Look through the data below. Show each line where the string "cover" occurs.

(Collected data)
* * * * * * *
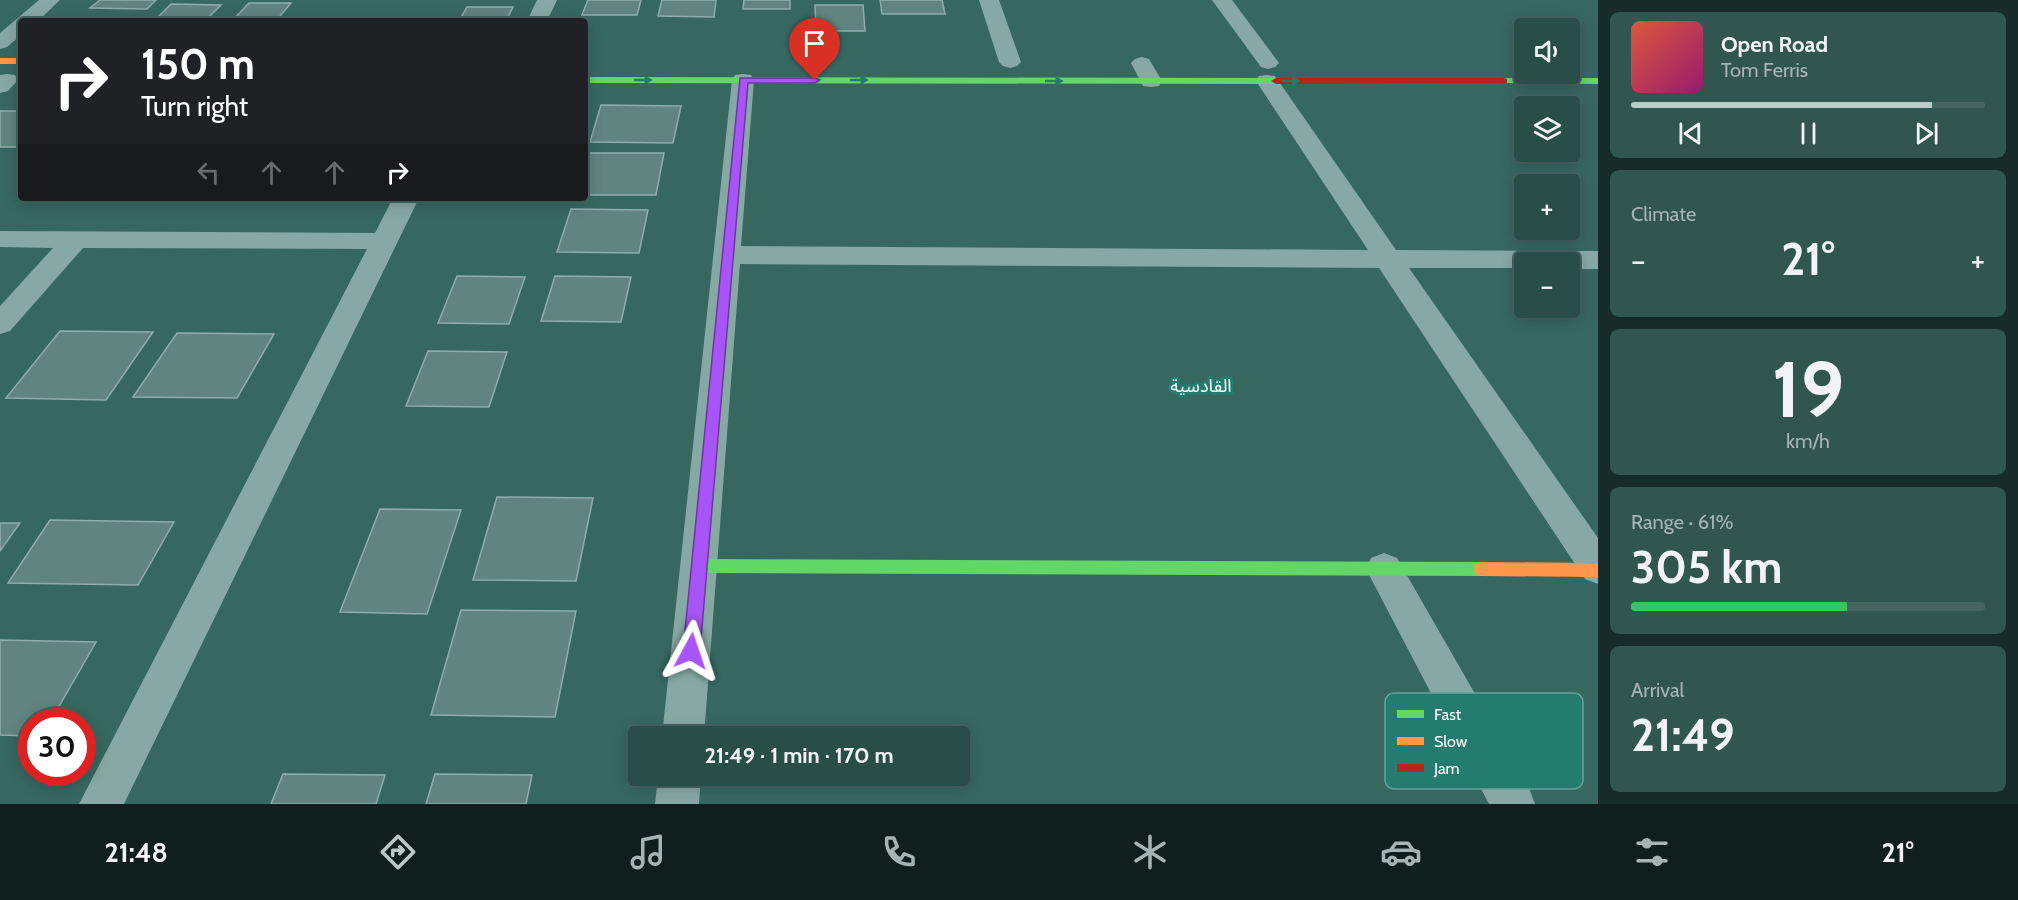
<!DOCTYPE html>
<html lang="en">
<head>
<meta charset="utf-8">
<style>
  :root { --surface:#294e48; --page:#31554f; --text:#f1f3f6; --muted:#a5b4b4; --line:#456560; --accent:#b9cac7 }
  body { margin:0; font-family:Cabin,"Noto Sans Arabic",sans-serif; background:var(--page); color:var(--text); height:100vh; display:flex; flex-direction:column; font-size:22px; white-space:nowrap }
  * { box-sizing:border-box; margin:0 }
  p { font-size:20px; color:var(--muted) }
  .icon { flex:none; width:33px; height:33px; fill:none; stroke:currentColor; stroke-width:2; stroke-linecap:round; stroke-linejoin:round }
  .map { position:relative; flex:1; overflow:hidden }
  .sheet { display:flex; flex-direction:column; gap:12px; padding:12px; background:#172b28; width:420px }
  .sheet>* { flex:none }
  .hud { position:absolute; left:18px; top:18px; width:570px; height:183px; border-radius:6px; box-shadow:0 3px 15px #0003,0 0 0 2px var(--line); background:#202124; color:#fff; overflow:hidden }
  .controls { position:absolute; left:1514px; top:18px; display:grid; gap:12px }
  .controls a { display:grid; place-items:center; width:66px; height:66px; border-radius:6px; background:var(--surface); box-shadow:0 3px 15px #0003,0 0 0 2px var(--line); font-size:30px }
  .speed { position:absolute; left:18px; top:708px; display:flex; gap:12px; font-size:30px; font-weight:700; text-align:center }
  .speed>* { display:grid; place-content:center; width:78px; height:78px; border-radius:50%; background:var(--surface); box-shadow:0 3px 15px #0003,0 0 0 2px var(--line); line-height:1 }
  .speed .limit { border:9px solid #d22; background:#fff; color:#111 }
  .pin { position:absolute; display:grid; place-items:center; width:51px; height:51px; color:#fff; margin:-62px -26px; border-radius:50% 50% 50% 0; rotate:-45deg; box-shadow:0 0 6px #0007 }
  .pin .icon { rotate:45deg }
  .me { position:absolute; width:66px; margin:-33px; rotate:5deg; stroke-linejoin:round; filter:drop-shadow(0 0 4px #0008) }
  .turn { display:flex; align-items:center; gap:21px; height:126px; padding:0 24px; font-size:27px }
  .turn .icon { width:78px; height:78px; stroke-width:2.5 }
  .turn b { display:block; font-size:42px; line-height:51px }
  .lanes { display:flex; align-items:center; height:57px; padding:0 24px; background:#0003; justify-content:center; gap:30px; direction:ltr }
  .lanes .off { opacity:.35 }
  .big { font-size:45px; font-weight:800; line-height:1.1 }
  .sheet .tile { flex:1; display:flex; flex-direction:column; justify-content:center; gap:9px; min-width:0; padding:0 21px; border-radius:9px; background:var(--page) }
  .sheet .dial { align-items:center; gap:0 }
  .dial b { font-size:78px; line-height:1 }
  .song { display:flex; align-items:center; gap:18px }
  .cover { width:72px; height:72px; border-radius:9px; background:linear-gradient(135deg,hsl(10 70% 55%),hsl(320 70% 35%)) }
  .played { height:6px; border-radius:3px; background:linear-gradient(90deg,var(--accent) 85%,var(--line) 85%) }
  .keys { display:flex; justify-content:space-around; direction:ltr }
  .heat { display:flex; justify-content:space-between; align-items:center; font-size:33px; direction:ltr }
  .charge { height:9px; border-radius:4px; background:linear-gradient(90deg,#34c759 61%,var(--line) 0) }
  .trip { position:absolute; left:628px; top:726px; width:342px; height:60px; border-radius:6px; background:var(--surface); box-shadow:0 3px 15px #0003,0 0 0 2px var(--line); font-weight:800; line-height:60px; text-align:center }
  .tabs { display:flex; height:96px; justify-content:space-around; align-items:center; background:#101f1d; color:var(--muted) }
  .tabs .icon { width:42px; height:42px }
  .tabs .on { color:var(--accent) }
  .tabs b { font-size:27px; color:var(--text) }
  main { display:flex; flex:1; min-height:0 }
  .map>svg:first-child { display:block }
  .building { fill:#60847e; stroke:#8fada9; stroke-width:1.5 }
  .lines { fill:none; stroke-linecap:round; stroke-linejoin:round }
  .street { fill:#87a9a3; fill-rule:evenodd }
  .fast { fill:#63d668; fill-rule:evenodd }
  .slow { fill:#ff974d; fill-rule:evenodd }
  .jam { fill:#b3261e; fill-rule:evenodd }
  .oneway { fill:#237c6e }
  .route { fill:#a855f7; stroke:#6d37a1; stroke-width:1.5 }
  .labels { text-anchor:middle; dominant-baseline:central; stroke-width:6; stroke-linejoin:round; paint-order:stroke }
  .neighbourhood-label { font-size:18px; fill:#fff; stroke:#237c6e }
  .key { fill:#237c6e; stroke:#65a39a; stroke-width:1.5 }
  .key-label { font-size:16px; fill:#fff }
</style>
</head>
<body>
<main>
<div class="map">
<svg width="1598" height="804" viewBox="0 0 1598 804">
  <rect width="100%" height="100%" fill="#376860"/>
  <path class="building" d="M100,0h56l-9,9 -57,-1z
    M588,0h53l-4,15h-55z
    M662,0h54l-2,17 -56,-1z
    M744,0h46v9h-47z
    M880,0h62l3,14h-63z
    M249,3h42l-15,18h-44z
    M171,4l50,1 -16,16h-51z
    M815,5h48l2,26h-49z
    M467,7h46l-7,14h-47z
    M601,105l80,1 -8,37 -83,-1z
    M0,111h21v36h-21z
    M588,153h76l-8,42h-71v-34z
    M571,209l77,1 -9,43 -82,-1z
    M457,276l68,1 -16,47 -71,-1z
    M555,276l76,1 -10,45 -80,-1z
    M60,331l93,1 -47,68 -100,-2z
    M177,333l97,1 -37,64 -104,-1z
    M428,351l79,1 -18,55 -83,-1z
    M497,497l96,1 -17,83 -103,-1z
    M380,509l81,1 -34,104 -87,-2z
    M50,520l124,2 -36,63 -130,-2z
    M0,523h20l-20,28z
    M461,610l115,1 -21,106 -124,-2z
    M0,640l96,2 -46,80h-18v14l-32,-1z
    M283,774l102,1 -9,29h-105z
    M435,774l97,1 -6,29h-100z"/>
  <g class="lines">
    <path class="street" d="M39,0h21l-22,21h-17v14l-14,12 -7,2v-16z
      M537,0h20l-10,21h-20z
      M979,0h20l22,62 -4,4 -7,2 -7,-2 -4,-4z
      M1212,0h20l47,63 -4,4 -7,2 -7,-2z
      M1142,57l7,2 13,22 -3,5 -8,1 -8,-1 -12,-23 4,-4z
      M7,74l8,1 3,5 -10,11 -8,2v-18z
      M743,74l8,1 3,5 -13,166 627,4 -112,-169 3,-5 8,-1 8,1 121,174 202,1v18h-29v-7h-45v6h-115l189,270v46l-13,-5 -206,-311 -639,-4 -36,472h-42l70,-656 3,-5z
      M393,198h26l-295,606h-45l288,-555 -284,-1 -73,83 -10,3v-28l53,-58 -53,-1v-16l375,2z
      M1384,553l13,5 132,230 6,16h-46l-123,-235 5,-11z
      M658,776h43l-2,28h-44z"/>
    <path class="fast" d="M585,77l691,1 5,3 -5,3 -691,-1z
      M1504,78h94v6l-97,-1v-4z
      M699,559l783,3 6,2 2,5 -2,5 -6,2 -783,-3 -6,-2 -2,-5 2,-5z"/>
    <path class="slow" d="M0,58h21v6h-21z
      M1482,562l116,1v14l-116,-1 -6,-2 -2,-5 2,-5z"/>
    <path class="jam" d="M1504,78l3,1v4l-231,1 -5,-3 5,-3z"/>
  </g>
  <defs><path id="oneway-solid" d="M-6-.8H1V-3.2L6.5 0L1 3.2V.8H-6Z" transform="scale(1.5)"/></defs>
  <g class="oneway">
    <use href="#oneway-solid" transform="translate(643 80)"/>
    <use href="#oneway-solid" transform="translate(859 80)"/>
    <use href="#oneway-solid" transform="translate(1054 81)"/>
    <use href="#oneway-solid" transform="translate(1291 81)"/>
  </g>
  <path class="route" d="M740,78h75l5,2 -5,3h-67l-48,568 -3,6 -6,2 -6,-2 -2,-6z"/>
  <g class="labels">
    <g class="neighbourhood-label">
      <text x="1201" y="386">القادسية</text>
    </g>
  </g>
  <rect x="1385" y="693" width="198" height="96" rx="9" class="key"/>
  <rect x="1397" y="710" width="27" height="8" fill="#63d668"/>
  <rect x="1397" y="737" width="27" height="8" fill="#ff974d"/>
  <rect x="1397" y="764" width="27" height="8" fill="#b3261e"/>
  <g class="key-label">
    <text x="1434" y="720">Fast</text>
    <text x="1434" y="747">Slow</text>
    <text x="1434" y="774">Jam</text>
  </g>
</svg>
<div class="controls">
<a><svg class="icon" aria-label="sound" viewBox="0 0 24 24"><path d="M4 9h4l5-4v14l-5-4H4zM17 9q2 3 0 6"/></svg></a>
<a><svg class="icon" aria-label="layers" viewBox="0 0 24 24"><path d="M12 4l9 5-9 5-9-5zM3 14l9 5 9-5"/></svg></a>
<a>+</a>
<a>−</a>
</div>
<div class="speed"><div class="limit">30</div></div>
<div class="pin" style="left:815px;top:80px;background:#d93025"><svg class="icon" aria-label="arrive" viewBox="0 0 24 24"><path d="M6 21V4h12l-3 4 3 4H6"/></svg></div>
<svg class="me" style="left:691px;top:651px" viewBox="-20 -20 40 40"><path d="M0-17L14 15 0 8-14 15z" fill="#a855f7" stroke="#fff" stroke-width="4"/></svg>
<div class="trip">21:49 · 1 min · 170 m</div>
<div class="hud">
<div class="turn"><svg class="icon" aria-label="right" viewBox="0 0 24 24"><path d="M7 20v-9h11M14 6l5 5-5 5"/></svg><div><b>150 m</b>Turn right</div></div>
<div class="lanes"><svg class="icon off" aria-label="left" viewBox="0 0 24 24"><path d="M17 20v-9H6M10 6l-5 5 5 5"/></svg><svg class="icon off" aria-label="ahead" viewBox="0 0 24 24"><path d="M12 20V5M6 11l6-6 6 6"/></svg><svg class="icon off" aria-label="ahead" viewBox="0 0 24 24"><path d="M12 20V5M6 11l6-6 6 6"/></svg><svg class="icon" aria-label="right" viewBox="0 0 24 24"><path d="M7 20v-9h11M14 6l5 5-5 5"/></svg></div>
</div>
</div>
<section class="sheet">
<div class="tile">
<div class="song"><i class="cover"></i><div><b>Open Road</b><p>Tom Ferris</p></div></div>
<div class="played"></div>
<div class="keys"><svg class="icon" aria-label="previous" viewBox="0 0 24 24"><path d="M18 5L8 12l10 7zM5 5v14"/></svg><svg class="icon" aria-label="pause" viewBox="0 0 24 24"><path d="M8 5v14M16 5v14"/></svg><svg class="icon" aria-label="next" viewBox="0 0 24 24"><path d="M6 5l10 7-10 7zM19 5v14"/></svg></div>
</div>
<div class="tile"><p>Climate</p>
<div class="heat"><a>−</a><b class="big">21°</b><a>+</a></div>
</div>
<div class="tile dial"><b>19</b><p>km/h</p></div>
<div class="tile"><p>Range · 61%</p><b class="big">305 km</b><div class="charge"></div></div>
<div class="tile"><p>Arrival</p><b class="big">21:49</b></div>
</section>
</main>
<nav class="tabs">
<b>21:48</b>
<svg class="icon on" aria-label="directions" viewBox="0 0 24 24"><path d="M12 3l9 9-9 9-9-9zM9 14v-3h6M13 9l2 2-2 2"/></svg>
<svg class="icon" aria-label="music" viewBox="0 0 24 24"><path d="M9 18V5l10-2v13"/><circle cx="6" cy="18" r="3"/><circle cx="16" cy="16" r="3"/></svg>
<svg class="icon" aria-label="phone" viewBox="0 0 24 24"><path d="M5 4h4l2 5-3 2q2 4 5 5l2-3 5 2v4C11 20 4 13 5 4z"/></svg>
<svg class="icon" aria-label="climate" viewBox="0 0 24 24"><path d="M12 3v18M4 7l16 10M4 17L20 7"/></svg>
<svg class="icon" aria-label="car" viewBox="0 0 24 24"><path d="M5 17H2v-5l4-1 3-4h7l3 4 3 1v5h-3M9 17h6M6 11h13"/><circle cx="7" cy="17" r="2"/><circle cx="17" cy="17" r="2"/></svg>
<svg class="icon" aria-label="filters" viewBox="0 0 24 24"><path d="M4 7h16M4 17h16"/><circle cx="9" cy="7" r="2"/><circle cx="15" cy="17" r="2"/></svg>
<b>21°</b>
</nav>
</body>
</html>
* * * * * * *
Task result -
  .cover { width:72px; height:72px; border-radius:9px; background:linear-gradient(135deg,hsl(10 70% 55%),hsl(320 70% 35%)) }
<div class="song"><i class="cover"></i><div><b>Open Road</b><p>Tom Ferris</p></div></div>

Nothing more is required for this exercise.